In Harlem, Van Vechten often attended clubs and cabarets. He was credited for the surge in white interest in Harlem nightlife and culture. He was also involved in helping well respected writers like Langston Hughes and Nella Larsen find publishers for their first works (which meant they had to put up with his ass).
At a time when literature was the social currency of public debate, the arts were at the heart of the Harlem Renaissance. Believing that accurate representations of blacks would turn the tide of American racism, black artists and intellectuals of the Harlem Renaissance “promoted poetry, prose, painting and music as if their lives depended on it.” In the words of diplomat, writer, editor, and activist James Weldon Johnson, “the final measure of the greatness of all peoples is the amount and standard of the literature and art they have produced. . . . ‘Through his artistic efforts the Negro is smashing the race barriers faster than he has ever done through any other method.’”
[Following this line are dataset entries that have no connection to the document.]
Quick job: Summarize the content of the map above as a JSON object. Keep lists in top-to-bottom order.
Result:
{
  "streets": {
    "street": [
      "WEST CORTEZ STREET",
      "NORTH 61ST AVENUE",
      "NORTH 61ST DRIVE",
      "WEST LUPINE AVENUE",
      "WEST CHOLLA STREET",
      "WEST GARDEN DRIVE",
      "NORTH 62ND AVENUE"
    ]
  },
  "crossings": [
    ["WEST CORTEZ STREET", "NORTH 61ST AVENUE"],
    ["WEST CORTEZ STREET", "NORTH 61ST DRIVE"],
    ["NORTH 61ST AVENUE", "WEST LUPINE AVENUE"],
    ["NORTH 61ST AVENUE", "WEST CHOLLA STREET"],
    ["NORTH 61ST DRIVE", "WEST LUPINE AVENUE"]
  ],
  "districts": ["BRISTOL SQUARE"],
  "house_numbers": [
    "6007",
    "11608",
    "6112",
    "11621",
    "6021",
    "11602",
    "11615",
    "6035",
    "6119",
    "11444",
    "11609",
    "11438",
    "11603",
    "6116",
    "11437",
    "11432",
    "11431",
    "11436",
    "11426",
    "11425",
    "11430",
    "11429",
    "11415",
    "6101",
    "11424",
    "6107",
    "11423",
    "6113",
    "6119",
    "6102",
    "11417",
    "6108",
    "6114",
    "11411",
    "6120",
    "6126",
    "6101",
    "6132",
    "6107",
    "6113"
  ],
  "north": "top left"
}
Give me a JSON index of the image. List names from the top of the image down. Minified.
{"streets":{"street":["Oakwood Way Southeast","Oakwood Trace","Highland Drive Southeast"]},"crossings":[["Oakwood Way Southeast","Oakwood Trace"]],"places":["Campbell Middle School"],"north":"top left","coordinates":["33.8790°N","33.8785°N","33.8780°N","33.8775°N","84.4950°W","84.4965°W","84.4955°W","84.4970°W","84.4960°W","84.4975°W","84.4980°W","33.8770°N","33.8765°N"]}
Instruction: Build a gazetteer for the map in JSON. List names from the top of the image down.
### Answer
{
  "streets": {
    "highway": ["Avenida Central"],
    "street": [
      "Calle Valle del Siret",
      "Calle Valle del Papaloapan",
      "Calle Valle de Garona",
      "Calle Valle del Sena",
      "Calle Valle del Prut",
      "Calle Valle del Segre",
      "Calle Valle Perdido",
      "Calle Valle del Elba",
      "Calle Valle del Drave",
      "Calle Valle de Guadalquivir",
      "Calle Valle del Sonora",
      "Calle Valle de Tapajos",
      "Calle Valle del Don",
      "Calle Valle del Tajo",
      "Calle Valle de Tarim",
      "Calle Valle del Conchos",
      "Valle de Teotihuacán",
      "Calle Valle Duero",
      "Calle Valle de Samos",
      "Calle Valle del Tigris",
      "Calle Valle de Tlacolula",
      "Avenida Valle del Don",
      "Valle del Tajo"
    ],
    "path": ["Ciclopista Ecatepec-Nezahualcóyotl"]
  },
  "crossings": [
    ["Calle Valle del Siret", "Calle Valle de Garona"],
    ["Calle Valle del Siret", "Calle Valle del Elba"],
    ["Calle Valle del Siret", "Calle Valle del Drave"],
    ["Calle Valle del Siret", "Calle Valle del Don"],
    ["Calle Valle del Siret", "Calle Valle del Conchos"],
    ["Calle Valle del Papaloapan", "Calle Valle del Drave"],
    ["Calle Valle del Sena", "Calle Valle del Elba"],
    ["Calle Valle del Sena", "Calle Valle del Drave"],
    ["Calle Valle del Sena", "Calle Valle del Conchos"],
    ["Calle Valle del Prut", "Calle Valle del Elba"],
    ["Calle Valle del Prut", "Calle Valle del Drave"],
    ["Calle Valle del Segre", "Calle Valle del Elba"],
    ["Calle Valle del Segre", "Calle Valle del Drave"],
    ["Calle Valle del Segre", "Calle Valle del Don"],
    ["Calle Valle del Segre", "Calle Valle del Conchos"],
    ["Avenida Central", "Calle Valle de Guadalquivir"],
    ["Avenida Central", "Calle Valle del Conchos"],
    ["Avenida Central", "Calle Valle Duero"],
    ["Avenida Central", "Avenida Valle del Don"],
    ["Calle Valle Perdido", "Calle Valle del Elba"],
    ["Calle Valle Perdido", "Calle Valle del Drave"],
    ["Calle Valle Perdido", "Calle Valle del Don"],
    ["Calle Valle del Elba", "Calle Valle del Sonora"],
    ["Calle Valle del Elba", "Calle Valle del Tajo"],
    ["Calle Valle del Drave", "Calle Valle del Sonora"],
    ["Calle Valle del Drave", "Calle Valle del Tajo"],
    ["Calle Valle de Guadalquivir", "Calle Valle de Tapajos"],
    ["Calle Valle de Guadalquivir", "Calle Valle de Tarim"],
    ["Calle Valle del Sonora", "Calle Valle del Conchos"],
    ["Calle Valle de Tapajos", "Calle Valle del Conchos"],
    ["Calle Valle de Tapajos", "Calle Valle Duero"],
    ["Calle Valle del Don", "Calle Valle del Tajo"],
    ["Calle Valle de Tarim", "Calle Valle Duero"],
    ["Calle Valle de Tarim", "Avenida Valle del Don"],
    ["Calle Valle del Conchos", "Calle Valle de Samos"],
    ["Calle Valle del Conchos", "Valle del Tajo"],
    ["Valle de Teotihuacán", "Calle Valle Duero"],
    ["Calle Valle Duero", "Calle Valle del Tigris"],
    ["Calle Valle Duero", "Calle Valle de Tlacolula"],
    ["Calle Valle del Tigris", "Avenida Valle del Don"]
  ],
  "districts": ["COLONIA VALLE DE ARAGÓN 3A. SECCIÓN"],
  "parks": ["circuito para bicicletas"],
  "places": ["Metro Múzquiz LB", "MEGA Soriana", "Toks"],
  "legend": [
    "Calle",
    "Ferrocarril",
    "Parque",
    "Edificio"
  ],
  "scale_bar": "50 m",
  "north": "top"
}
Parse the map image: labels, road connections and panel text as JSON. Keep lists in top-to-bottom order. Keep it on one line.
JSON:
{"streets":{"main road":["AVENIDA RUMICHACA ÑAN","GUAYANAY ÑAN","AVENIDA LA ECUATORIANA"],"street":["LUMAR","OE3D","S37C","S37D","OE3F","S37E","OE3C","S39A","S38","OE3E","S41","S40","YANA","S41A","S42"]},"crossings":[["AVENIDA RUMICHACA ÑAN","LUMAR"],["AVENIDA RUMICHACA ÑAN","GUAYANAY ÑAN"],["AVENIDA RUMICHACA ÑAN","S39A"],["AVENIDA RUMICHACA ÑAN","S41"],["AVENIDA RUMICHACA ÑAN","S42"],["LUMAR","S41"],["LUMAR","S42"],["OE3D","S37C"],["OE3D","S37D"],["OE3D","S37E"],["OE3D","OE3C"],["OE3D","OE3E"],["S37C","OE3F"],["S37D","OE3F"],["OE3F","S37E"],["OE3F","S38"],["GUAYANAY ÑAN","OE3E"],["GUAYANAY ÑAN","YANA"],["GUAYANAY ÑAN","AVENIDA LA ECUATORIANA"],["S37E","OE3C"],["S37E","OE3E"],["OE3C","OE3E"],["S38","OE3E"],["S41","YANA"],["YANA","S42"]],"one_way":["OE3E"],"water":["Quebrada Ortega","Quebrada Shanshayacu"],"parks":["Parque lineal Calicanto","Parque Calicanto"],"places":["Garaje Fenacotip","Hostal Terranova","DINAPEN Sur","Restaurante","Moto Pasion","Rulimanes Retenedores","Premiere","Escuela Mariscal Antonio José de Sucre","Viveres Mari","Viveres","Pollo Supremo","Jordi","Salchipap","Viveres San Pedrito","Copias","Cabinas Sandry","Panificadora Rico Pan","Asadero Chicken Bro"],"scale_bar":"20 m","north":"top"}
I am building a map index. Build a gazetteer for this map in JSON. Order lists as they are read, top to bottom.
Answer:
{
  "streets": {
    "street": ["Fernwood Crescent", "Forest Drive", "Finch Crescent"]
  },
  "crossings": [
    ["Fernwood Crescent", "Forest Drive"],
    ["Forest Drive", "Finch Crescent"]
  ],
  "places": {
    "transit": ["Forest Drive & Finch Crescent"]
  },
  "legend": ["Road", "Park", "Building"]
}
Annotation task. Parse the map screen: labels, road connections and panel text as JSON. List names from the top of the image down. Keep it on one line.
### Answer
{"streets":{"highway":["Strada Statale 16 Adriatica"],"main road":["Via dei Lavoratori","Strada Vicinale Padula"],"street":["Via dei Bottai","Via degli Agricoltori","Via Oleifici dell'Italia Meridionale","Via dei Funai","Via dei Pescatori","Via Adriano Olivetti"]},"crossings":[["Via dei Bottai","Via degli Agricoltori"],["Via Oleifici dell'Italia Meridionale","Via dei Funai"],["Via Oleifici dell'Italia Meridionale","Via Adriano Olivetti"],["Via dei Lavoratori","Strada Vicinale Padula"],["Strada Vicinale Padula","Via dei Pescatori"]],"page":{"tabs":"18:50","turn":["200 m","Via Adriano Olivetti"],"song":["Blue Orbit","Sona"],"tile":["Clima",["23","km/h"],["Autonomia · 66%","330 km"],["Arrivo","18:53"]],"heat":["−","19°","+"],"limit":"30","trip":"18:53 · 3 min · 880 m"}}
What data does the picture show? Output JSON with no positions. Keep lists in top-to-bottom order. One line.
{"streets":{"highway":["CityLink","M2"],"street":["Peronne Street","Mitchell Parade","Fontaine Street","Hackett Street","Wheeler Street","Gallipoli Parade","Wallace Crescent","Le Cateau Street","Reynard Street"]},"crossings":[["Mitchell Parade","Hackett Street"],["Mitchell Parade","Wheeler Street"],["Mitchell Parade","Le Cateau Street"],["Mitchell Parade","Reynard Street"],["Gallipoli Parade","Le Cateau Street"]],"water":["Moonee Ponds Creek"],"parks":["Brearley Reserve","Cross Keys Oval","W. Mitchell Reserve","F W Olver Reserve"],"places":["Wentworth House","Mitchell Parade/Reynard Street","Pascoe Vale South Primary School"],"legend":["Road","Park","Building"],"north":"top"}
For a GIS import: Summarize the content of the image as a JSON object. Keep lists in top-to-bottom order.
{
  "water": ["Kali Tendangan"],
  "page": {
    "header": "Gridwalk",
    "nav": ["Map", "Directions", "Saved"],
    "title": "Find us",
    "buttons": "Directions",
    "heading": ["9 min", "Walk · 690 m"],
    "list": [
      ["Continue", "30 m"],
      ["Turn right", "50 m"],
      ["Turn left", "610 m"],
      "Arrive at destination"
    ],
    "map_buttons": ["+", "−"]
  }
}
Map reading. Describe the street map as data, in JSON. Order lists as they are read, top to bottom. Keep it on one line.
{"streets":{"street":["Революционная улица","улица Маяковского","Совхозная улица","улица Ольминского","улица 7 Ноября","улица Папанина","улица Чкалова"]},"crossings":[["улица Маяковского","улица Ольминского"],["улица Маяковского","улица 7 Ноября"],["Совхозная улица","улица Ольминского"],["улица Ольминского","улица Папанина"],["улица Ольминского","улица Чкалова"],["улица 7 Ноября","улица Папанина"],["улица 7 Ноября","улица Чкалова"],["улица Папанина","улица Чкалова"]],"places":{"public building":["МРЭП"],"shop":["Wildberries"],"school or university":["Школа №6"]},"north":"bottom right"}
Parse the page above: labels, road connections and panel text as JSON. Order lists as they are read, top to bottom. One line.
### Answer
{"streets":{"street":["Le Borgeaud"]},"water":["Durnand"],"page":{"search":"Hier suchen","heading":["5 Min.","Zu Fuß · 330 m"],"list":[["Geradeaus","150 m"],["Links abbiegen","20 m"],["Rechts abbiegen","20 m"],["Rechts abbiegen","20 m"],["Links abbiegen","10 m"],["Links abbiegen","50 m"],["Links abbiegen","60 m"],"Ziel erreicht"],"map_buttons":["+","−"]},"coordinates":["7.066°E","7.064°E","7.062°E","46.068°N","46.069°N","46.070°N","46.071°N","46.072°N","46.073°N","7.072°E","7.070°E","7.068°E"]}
Given those stakes, it should not be surprising that Harlem’s black writers watched with dismay as white writers including Van Vetchen became more successful for depicting black life than they were.
No book ignited as much of a firestorm in Harlem as Van Vechten’s 1926 novel, Nigger Heaven. Having lauded the “wealth of novel, erotic, picturesque material” available to the artist who tackles “the squalor of Negro life, the vice of Negro life,” Van Vechten evidently decided to exploit the material himself. Nigger Heaven is a fairly predictable story of a troubled romance between a black Harlem librarian and her would-be writer lover as they battle racism in New York against a violent and sometimes sensationalized backdrop of Harlem’s nightlife.
Most of the novel is sympathetic to middle-class blacks and a serious treatment of such important Harlem Renaissance themes as interracial marriage, passing, racial solidarity, patronage, the idea of Harlem as “a sort of Mecca,” the “one-drop rule,” race discrimination, primitivism, and black arts. But the opening pages in particular are peopled with enough sensational Harlem figures—“jigchasers,” “high yellows,” “Bolito” players, “ofays,” “dicties,” “pink-chasers,” “bulldikers,” “arnchies,” “creepers,” and “Miss Annies”—to necessitate a “Glossary of Negro Words and Phrases” for white readers. Van Vechten’s black people have “a primitive birthright . . . that all civilized races were struggling to get back to . . . this love of drums, of exciting rhythms, this naïve delight in glowing colour . . . this warm sexual emotion.”
Van Vechten discussed the title with poet Countee Cullen, who was enraged by it, and they had several arguments over it. According to reviewer Kelefa Sanneh, one interpretation is that because Van Vechten had cultivated many professional and personal relationships in Harlem, he felt he, a white man, had license to use the pejorative, but Van Vechten also suggested that he knew most would still be offended and not forgive him. Van Vechten was not averse to having the controversy serve as publicity, and he knew at least some in Harlem would defend him. The book was successfully marketed to whites to exploit their fascination with the other side of town. Cullen found the novel so offensive that he refused to talk to him for 14 years.
The book fueled a period of “Harlemania”, during which the neighborhood became en vogue among white people, who then frequented its cabarets, bars, and so on.